District information
- Grades: Pre-school - 12
- Superintendent: Garrett Schmidt
- NCES District ID: 4636990

Students and staff
- Enrollment: 1,385
- Student–teacher ratio: 15.41

Other information
- Telephone: (605) 422-3800
- Website: www.dvschools.com

= Dakota Valley School District (South Dakota) =

School district in South Dakota, United States

The Dakota Valley School District (locally known as “DV”) is a public school district in Union County, based in North Sioux City, South Dakota. The district serves the residents of North Sioux City and the surrounding communities, including Dakota Dunes, Riv-r-Land Estates, and Wynstone. As of fall 2021, 1,386 students were enrolled across its four schools.

== History ==
Dakota Valley School District was established July 1st, 1994 as a result of the division of the Jefferson School district. The growing population of North Sioux City, and the newly created community Dakota Dunes, caused disagreements between the residents of Jefferson and North Sioux City over where new school buildings were to be built. The splitting opinions led to the creation of the Dakota Valley School District and The Elk Point-Jefferson School District.Dakota Valley’s first year had an initial enrollment of 621 students.

==Schools==

The Dakota Valley School District operates one elementary school, one middle school, and one high school.

===Elementary school===

Dakota Valley Elementary School serves kindergarten through third grade students. The Elementary school completed construction in 2001.

=== Upper Elementary school ===
Dakota Valley Upper Elementary School serves fourth and fifth grade students.
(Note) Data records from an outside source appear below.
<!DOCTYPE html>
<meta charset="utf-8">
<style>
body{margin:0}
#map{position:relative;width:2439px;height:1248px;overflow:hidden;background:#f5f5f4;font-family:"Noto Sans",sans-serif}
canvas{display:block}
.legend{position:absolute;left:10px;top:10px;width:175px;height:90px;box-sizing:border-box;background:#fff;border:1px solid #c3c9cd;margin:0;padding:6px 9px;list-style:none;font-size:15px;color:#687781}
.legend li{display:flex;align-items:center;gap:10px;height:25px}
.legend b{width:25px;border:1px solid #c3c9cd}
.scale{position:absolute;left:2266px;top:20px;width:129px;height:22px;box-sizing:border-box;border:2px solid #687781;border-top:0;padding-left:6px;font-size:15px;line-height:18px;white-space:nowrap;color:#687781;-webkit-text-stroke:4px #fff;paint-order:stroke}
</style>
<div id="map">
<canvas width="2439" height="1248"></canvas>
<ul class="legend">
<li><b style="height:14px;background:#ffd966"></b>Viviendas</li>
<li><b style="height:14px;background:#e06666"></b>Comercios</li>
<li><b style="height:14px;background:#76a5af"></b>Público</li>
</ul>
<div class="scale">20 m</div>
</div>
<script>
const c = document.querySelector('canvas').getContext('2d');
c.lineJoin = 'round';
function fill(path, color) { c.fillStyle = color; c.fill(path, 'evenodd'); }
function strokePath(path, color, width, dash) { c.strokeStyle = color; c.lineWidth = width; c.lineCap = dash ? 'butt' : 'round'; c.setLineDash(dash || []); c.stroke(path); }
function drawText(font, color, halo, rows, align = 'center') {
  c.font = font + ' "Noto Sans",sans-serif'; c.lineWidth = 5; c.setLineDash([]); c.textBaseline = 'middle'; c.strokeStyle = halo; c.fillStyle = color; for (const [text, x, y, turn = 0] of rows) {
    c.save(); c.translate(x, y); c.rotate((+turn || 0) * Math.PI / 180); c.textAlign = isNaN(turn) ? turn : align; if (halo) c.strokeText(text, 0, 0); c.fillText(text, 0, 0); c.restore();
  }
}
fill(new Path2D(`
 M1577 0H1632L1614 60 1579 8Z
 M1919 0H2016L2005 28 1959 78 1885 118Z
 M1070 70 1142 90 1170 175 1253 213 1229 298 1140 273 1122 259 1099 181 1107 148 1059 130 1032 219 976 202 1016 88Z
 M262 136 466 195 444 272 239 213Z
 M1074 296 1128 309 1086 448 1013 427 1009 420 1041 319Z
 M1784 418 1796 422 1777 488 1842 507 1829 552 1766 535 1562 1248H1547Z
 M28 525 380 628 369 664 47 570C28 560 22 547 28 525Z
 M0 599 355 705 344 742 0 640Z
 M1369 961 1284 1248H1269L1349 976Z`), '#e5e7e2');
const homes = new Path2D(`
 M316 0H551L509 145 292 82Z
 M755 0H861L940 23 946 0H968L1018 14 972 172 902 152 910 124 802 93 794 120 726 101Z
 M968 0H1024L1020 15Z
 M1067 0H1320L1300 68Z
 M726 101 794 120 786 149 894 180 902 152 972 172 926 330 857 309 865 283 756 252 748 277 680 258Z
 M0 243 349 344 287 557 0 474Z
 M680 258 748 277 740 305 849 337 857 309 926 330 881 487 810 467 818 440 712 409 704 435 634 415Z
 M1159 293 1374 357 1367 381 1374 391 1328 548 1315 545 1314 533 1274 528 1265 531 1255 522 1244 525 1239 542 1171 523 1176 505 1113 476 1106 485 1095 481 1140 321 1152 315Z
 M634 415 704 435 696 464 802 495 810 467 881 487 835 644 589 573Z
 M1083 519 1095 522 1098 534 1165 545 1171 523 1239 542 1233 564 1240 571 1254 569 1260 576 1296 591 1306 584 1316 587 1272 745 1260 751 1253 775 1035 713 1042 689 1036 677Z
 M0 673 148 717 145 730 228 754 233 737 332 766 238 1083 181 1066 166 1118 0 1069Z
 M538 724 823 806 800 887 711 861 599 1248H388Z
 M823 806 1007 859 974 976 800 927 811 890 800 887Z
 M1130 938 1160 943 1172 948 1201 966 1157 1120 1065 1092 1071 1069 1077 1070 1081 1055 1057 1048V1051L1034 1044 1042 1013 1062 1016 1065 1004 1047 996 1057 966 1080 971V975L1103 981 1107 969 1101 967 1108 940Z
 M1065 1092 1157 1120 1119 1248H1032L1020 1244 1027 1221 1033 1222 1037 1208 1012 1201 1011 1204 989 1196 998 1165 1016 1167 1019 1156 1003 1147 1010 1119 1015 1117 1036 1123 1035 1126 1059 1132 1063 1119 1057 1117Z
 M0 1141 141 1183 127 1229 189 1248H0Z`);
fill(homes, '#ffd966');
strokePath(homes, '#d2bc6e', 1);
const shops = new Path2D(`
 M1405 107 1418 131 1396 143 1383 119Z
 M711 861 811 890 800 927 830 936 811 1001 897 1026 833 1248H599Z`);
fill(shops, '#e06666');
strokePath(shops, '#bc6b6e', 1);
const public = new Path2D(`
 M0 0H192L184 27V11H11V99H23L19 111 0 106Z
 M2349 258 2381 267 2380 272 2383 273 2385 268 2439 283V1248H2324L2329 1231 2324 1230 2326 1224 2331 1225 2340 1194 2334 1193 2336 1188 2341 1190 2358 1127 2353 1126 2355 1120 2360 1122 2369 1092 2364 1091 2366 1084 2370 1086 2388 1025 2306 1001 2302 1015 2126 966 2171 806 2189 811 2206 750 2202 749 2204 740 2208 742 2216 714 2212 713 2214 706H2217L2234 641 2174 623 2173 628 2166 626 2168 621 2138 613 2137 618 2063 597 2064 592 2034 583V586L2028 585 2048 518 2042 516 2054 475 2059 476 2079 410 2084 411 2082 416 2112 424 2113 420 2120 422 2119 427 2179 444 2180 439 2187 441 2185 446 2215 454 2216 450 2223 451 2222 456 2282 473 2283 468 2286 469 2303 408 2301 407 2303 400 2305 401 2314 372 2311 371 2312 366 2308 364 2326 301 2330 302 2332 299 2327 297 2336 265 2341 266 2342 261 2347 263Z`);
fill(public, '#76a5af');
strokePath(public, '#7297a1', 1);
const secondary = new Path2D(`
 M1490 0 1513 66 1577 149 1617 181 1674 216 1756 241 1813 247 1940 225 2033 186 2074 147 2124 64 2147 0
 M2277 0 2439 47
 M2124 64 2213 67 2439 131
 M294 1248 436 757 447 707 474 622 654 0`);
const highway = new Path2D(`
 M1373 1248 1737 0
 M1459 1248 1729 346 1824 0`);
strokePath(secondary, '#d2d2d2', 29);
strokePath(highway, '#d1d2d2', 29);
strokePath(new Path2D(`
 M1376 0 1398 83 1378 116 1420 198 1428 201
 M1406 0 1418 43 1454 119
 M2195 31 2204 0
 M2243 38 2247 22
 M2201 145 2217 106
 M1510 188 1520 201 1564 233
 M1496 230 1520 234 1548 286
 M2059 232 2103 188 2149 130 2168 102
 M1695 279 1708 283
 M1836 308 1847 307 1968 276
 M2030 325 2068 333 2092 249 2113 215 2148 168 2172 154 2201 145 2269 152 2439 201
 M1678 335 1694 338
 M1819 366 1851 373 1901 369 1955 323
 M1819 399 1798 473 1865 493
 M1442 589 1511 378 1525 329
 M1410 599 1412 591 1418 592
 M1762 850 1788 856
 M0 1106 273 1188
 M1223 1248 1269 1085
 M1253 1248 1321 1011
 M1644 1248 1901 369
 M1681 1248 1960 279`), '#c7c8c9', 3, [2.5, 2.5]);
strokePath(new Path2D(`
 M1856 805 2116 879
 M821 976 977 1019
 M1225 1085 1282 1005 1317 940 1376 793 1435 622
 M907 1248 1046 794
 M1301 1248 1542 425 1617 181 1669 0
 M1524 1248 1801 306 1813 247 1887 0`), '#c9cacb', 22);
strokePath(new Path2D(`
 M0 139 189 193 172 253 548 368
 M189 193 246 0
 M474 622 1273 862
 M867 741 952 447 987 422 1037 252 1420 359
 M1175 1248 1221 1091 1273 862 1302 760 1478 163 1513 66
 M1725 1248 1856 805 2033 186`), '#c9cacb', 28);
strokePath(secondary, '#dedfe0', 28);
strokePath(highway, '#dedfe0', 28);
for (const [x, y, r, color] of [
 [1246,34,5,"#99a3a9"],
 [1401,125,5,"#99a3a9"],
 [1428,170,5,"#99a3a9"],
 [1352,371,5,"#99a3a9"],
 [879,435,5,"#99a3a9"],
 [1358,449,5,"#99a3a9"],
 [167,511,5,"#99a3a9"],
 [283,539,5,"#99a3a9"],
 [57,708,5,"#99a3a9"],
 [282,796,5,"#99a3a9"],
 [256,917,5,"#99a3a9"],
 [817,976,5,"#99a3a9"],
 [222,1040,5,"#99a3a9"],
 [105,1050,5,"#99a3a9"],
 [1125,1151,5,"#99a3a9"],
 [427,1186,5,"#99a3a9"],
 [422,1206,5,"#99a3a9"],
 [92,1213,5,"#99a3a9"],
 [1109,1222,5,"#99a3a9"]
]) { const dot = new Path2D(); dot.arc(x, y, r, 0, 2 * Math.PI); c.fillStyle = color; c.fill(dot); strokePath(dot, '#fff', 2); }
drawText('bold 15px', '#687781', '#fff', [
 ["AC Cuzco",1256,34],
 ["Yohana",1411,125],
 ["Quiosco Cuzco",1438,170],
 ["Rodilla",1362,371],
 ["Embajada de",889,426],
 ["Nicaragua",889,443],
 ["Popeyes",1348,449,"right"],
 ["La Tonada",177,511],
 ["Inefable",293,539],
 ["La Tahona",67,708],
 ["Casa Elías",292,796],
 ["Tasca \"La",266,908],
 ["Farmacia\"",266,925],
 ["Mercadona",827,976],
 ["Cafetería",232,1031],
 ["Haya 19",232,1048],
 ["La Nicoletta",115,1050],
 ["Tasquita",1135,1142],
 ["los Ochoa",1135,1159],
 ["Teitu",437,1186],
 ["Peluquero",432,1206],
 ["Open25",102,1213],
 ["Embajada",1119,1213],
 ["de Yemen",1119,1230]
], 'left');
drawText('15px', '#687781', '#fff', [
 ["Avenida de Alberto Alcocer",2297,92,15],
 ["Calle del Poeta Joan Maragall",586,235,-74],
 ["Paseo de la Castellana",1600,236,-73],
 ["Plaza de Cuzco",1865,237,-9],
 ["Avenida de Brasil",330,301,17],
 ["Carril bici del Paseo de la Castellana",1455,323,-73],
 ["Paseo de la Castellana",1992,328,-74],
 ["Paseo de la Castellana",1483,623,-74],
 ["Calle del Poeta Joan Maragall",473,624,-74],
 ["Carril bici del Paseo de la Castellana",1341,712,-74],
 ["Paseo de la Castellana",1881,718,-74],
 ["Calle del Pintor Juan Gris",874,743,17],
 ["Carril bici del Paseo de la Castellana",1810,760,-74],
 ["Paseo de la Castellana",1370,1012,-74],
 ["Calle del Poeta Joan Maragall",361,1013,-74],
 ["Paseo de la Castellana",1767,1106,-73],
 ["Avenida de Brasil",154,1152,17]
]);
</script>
While the building was constructed in 1996, the upper elementary was established in 2016 after the construction of the new high school.

===Middle school===

Dakota Valley Middle School serves sixth through eighth grade students. The middle school was constructed in 1979 originally for the Jefferson school district, and has had multiple expansions within its first few years.

===High school===

Dakota Valley High School serves ninth through twelfth grade students. The high school was built in 2016 as an $27 million dollar expansion for an increasing population in the community, along with significant improvements to the athletics facilities.

=== Extensions ===
In 2008, the Peterson Fitness center was added to the high school, which is now the upper elementary.

In 2009, multiple classrooms were added to the upper elementary and elementary schools.

In 2010, the Nylen Science Center was added to the middle school, which included 4 new lab classrooms and new administrative offices.